Quer-se consumir como o restante da Europa sem, contudo, produzir o equivalente. O ambiente estimula a crença nessa possibilidade. As estradas com portagens, por exemplo, são muito boas e cortam o país todo. Isso leva a crer em um país de automobilistas condutores das mais recentes máquinas. As telecomunicações, também boas e abrangentes, levam o consumidor a crer numa total integração aos padrões de consumo de outros países.
Leio, no DN, que o endividamento médio do português vai a € 18,3 mil euros, frente à banca estrangeira. E que essa dívida representa 111,7% da riqueza produzida pelo país, ou seja, que o pais está hipotecado aos bancos. Ora, não é exclusividade de Portugal dever mais do que produz e há variados exemplos disso. Os mais eloquentes veem dos EUA, que devem mais do que têm. Acontece que eles também possuem, a par com toda a dívida, as maiores forças armadas do mundo e isso permite a festa.
A cultura do consumo a crédito, para além das reais possibilidades de pagamento, é fácil de instalar-se e difícil de fazer recuar. Torna-se como um vício, o consumo. As análises racionais são postas de lado, uma vez experimentado o fascínio de comprar e não pagar na mesma hora. O cérebro parece assumir que o pagar depois equivale a pagar nunca e a compulsão replica-se até o dia em que chegam as facturas ou até depois disso.
A situação, de tão complicada, induz todos e principalmente os governantes a escamotearem o problema, a não querer atacá-lo, fazendo de conta que não existe ou que é pequeno. Eles não dirão aos seus governados que comprem menos, que são pobres para o nível de consumo que adotaram, que a União Européia não será a entidade pagadora desta conta, ao fim e ao cabo.
Mas, não haverá outro caminho, e não apenas para Portugal, senão reduzir os níveis de consumo. A América do Norte – excepto o México – e a Europa já vivem padrões de consumo elevados há muito. Como os recursos são finitos, diferentemente do tempo, e outros povos reivindicam sua entrada no convescote, está certo que haverá uma rearrumação da apropriação de riquezas. Claro que sempre se pode acreditar na elevação dos níveis de produção e da produtividade dos fatores econômicos, mas essa elevação está sendo levada a cabo precisamente pelos novos ingressantes no sistema do alto consumo.
Para quem entrou na festa tardiamente, como deu-se com Portugal, é bastante traumático resignar-se ao seu declínio.
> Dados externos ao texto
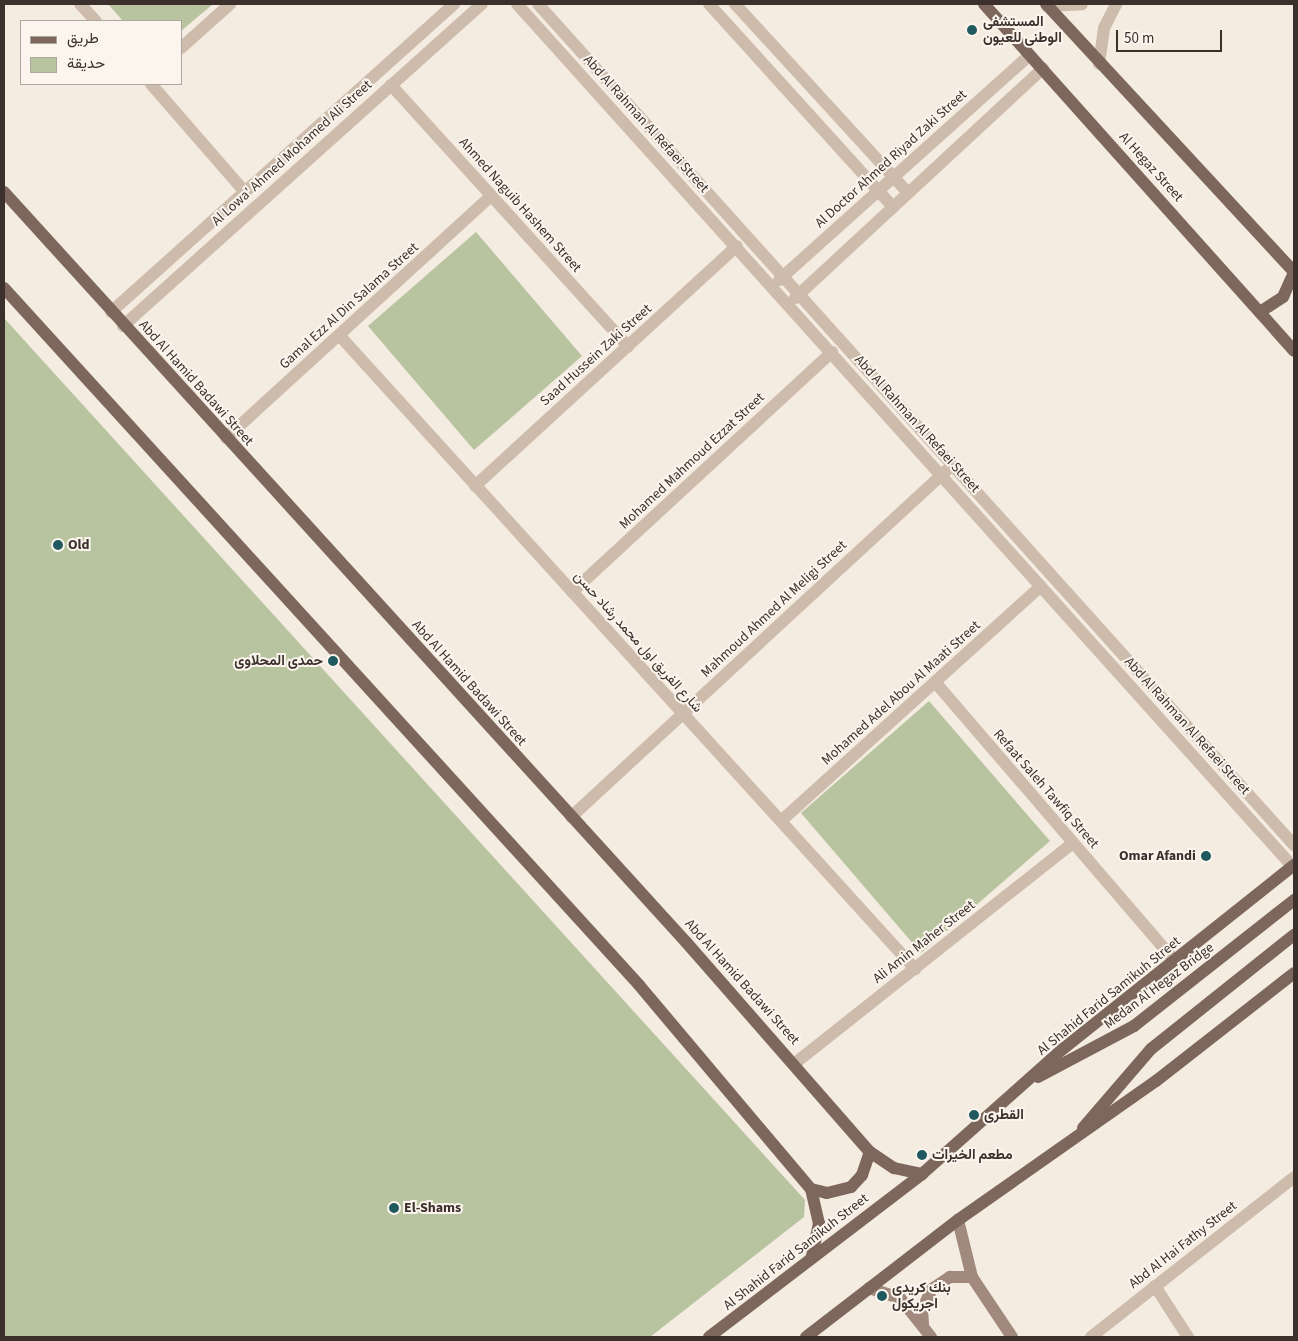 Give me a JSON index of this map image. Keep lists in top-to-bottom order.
{
  "streets": {
    "main road": [
      "Al Hegaz Street",
      "Abd Al Hamid Badawi Street",
      "Medan Al Hegaz Bridge",
      "Al Shahid Farid Samikuh Street"
    ],
    "street": [
      "Abd Al Rahman Al Refaei Street",
      "Al Lowa' Ahmed Mohamed Ali Street",
      "Al Doctor Ahmed Riyad Zaki Street",
      "Ahmed Naguib Hashem Street",
      "Gamal Ezz Al Din Salama Street",
      "Saad Hussein Zaki Street",
      "Mohamed Mahmoud Ezzat Street",
      "Mahmoud Ahmed Al Meligi Street",
      "شارع الفريق اول محمد رشاد حسن",
      "Mohamed Adel Abou Al Maati Street",
      "Refaat Saleh Tawfiq Street",
      "Ali Amin Maher Street",
      "Abd Al Hai Fathy Street"
    ]
  },
  "crossings": [
    ["Abd Al Rahman Al Refaei Street", "Al Doctor Ahmed Riyad Zaki Street"],
    ["Abd Al Rahman Al Refaei Street", "Saad Hussein Zaki Street"],
    ["Abd Al Rahman Al Refaei Street", "Mohamed Mahmoud Ezzat Street"],
    ["Abd Al Rahman Al Refaei Street", "Mahmoud Ahmed Al Meligi Street"],
    ["Abd Al Rahman Al Refaei Street", "Mohamed Adel Abou Al Maati Street"],
    ["Abd Al Rahman Al Refaei Street", "Al Shahid Farid Samikuh Street"],
    ["Al Lowa' Ahmed Mohamed Ali Street", "Ahmed Naguib Hashem Street"],
    ["Al Lowa' Ahmed Mohamed Ali Street", "Abd Al Hamid Badawi Street"],
    ["Al Doctor Ahmed Riyad Zaki Street", "Al Hegaz Street"],
    ["Ahmed Naguib Hashem Street", "Gamal Ezz Al Din Salama Street"],
    ["Ahmed Naguib Hashem Street", "Saad Hussein Zaki Street"],
    ["Gamal Ezz Al Din Salama Street", "Abd Al Hamid Badawi Street"],
    ["Gamal Ezz Al Din Salama Street", "شارع الفريق اول محمد رشاد حسن"],
    ["Saad Hussein Zaki Street", "شارع الفريق اول محمد رشاد حسن"],
    ["Abd Al Hamid Badawi Street", "Mahmoud Ahmed Al Meligi Street"],
    ["Abd Al Hamid Badawi Street", "Ali Amin Maher Street"],
    ["Abd Al Hamid Badawi Street", "Al Shahid Farid Samikuh Street"],
    ["Mohamed Mahmoud Ezzat Street", "شارع الفريق اول محمد رشاد حسن"],
    ["Mahmoud Ahmed Al Meligi Street", "شارع الفريق اول محمد رشاد حسن"],
    ["شارع الفريق اول محمد رشاد حسن", "Mohamed Adel Abou Al Maati Street"],
    ["شارع الفريق اول محمد رشاد حسن", "Ali Amin Maher Street"],
    ["Mohamed Adel Abou Al Maati Street", "Refaat Saleh Tawfiq Street"],
    ["Refaat Saleh Tawfiq Street", "Ali Amin Maher Street"],
    ["Refaat Saleh Tawfiq Street", "Al Shahid Farid Samikuh Street"],
    ["Medan Al Hegaz Bridge", "Al Shahid Farid Samikuh Street"]
  ],
  "places": [
    "المستشفى الوطنى للعيون",
    "Old",
    "حمدى المحلاوى",
    "Omar Afandi",
    "القطرى",
    "مطعم الخيرات",
    "El-Shams",
    "بنك كريدى اجريكول"
  ],
  "legend": ["طريق", "حديقة"],
  "scale_bar": "50 m"
}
As pessoas tendem a ver o mundo e suas vidas sob uma lógica de moralismo retributivo. Assim, quem viveu modestamente acredita piamente que a humildade será recompensada pelo fausto, assim como o justo espera sua entrada no paraíso. Com relação a infernos e paraísos as coisas podem bem ser desta forma, todavia as compras e vendas parecem obedecer a lógica diversa.
Essa bomba está programada para explodir por aqui também. O crédito está em ritmo galopante. Espero que esteja errado e lamento por Portugal. Muito.
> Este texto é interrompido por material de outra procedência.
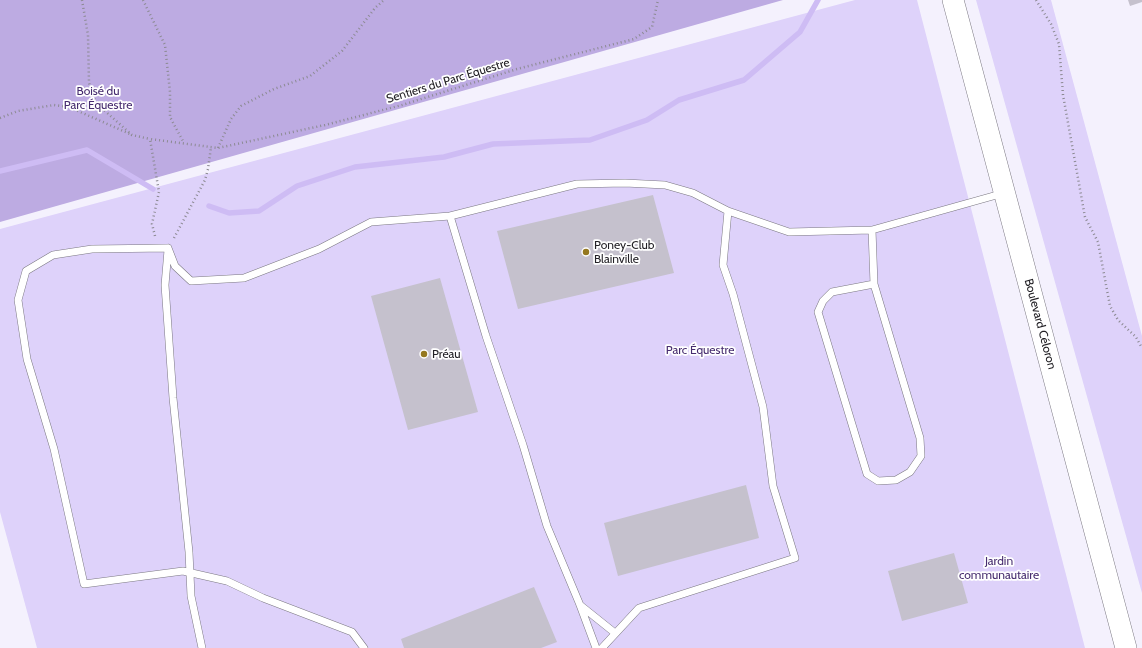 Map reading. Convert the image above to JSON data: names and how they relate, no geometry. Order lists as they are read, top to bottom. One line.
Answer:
{"streets":{"street":["Boulevard Céloron"],"path":["Sentiers du Parc Équestre"]},"parks":["Boisé du Parc Équestre","Parc Équestre","Jardin communautaire"],"places":["Poney-Club Blainville","Préau"]} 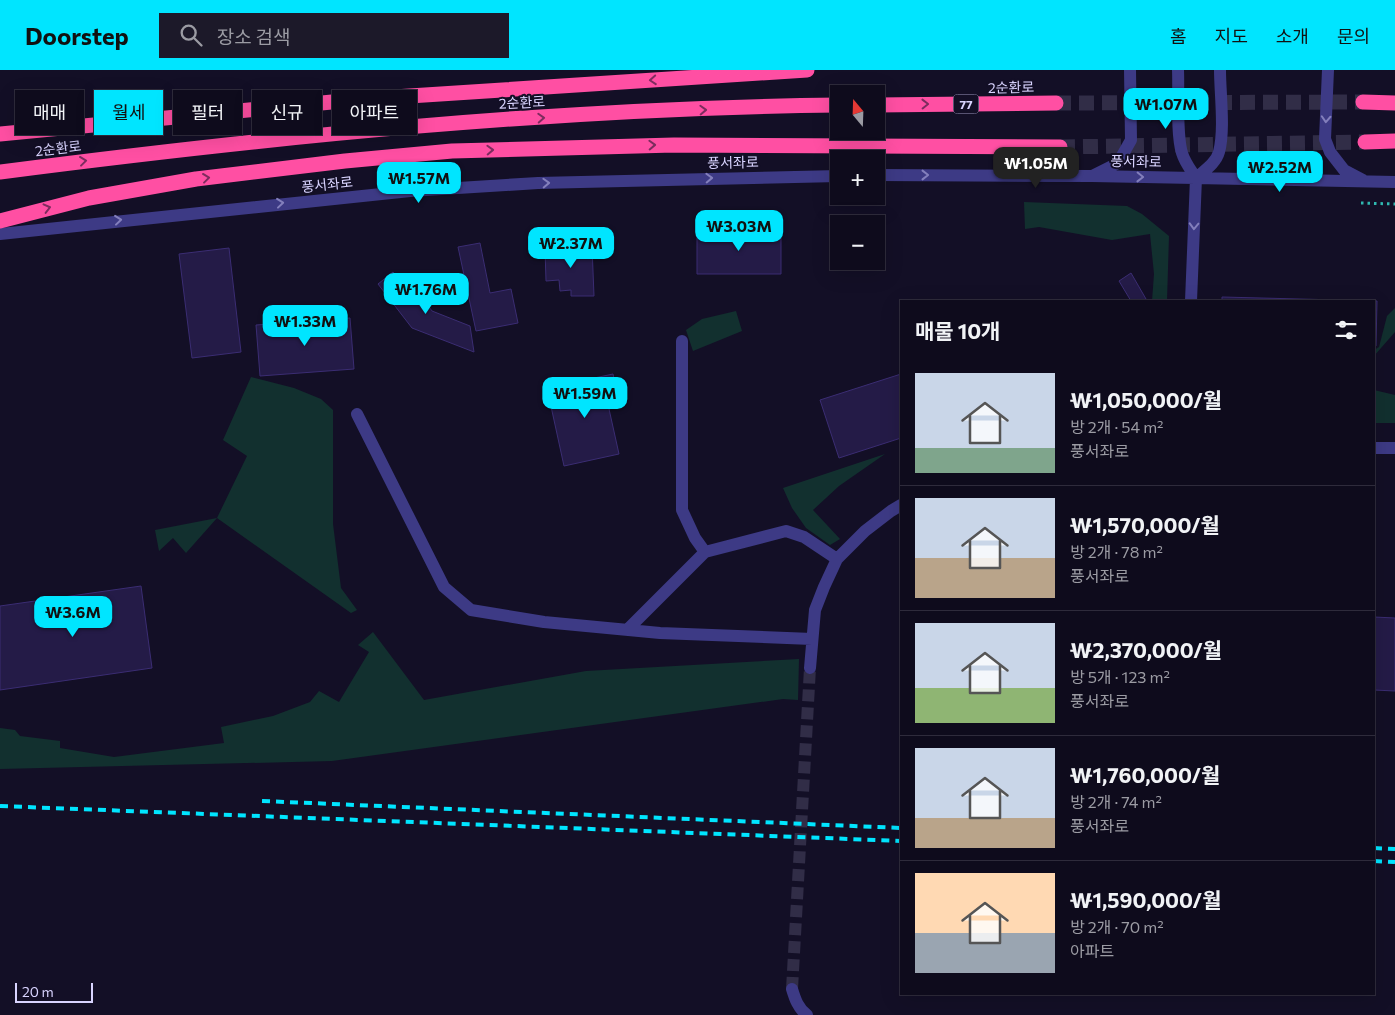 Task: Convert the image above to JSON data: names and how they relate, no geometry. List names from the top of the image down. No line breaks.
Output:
{"streets":{"highway":["2순환로","77"],"street":["풍서좌로"]},"one_way":["풍서좌로"],"scale_bar":"20 m","north":"top","page":{"header":"Doorstep","search":"장소 검색","nav":["홈","지도","소개","문의"],"map_buttons":["+","−"],"price":["₩1.07M","₩1.05M","₩2.52M","₩1.57M","₩3.03M","₩2.37M","₩1.76M","₩1.33M","₩1.59M","₩3.6M"],"chip":["매매","월세","필터","신규","아파트"],"heading":"매물 10개","list":[{"name":"₩1,050,000/월","note":"방 2개 · 54 m² · 풍서좌로"},{"name":"₩1,570,000/월","note":"방 2개 · 78 m² · 풍서좌로"},{"name":"₩2,370,000/월","note":"방 5개 · 123 m² · 풍서좌로"},{"name":"₩1,760,000/월","note":"방 2개 · 74 m² · 풍서좌로"},{"name":"₩1,590,000/월","note":"방 2개 · 70 m² · 아파트"}],"scale":"20 m"}}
É verdade. Em Portugal, já se beira a catástrofe.
Por aqui, o endividamento privado cresce vertiginosamente. Felizmente, a dívida pública externa é residual.
Aqui em Gravatá ,nesta pequena cidade de Pernambuco foi inaugurado um super mercado do grupo BomPreço e a loucura para fazer o cartão foi um negócio assustador.Pessoas simples de pouca renda comprando todo tipo de eletrodoméstico em 12 pagamentos.A febre do consumo sem renda para isto.